──────── Records for this exercise

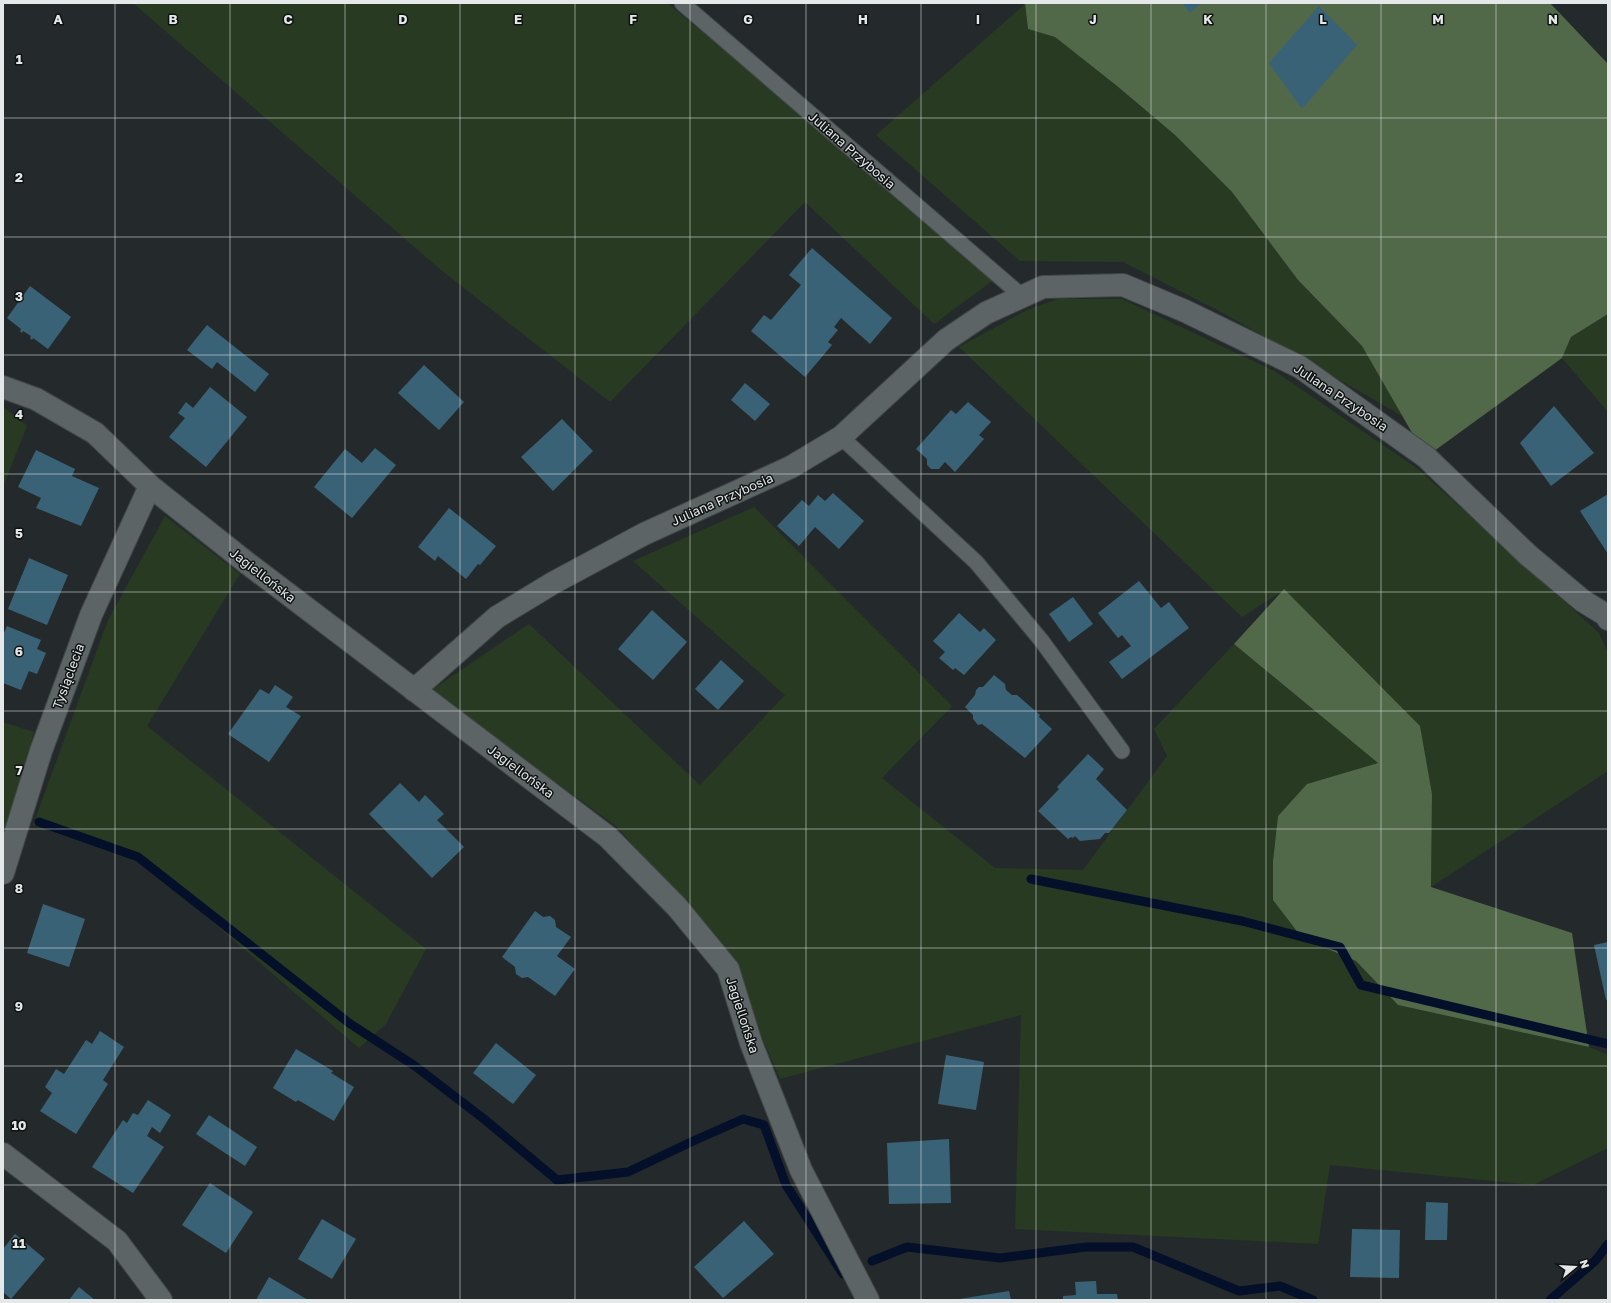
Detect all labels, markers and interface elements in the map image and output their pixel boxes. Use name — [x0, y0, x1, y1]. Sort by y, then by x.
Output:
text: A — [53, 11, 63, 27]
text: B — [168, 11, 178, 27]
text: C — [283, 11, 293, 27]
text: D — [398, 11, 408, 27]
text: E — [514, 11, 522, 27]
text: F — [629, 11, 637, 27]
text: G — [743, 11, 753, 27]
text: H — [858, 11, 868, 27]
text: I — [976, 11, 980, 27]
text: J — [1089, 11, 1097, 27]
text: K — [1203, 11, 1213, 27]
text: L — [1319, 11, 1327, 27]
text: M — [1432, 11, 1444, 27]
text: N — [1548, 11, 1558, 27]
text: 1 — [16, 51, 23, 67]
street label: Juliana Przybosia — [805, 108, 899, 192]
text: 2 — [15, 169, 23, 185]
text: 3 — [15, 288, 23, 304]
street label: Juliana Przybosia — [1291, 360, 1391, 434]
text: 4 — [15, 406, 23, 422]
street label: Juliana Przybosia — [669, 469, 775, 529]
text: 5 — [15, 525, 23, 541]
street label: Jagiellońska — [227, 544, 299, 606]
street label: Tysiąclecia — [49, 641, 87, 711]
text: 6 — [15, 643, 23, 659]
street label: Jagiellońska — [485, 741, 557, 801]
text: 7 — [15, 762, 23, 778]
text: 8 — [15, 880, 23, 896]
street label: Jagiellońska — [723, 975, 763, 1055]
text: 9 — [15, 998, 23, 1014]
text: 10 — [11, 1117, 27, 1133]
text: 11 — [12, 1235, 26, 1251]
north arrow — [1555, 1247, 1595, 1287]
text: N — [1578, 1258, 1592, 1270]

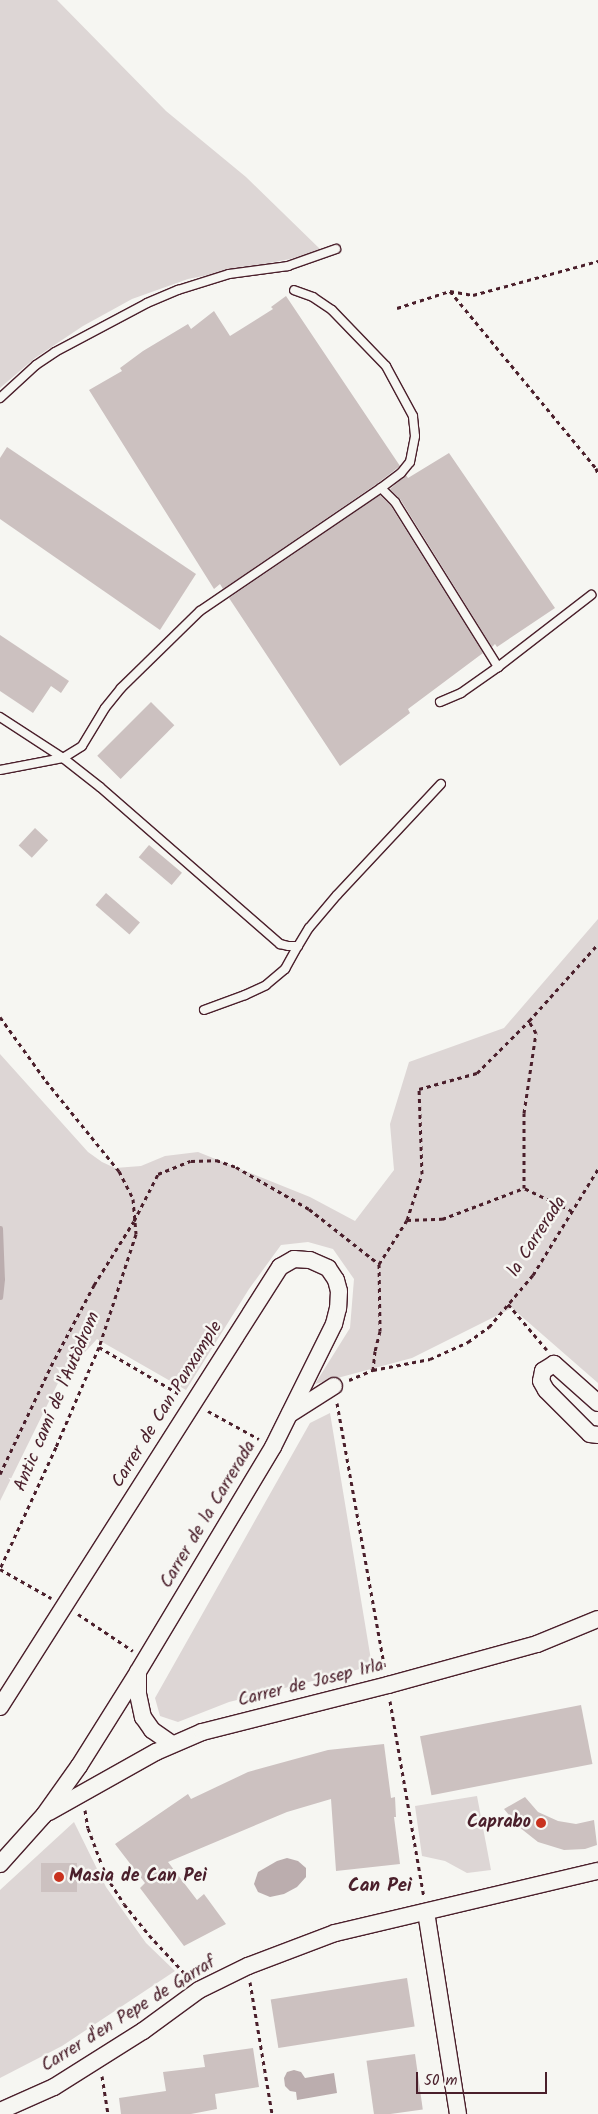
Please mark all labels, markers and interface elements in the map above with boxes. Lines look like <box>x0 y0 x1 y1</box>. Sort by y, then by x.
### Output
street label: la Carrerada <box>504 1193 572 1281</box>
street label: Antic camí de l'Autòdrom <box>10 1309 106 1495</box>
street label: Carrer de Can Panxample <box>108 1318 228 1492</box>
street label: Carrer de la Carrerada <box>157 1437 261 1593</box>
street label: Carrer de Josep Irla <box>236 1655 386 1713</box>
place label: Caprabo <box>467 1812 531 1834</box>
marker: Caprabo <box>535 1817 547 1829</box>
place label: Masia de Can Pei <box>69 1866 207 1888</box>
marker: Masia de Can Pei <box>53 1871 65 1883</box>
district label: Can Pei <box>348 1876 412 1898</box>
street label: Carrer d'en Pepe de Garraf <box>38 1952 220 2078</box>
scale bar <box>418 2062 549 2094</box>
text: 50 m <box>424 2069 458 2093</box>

────────────────
──────── Records for this exercise

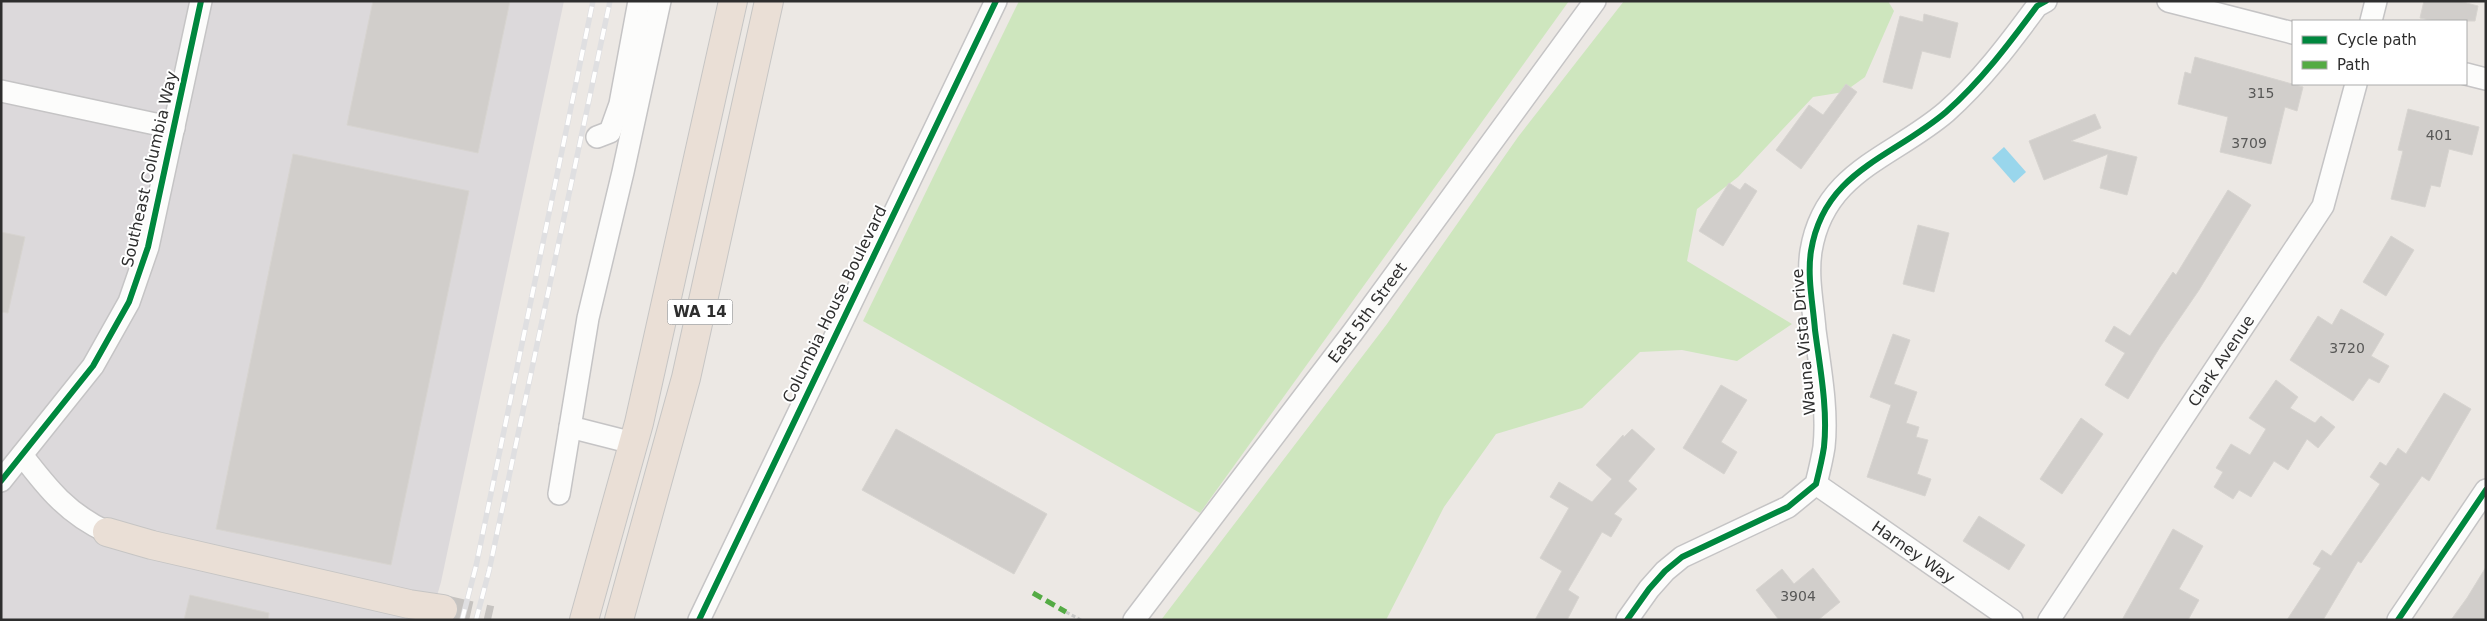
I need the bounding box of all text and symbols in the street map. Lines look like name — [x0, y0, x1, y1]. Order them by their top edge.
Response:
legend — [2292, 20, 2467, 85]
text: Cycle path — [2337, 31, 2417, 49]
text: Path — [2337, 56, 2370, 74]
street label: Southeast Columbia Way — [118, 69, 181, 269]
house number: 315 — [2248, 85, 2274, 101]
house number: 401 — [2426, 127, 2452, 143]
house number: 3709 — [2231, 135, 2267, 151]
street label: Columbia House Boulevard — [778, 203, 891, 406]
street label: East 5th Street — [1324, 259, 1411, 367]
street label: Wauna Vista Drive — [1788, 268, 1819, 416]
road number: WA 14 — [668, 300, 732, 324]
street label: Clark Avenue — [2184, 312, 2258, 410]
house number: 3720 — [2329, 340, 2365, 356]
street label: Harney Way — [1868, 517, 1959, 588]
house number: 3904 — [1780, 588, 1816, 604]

────────────────

If a line in the data above includes the string "labels", copy it.

Detect all labels, markers and interface elements in the map image and output their pixel boxes. Use name — [x0, y0, x1, y1]. Sort by y, then by x.
Please mark all labels, markers and interface elements in the map above with boxes. Lines look like <box>x0 y0 x1 y1</box>. Sort by y, then by x.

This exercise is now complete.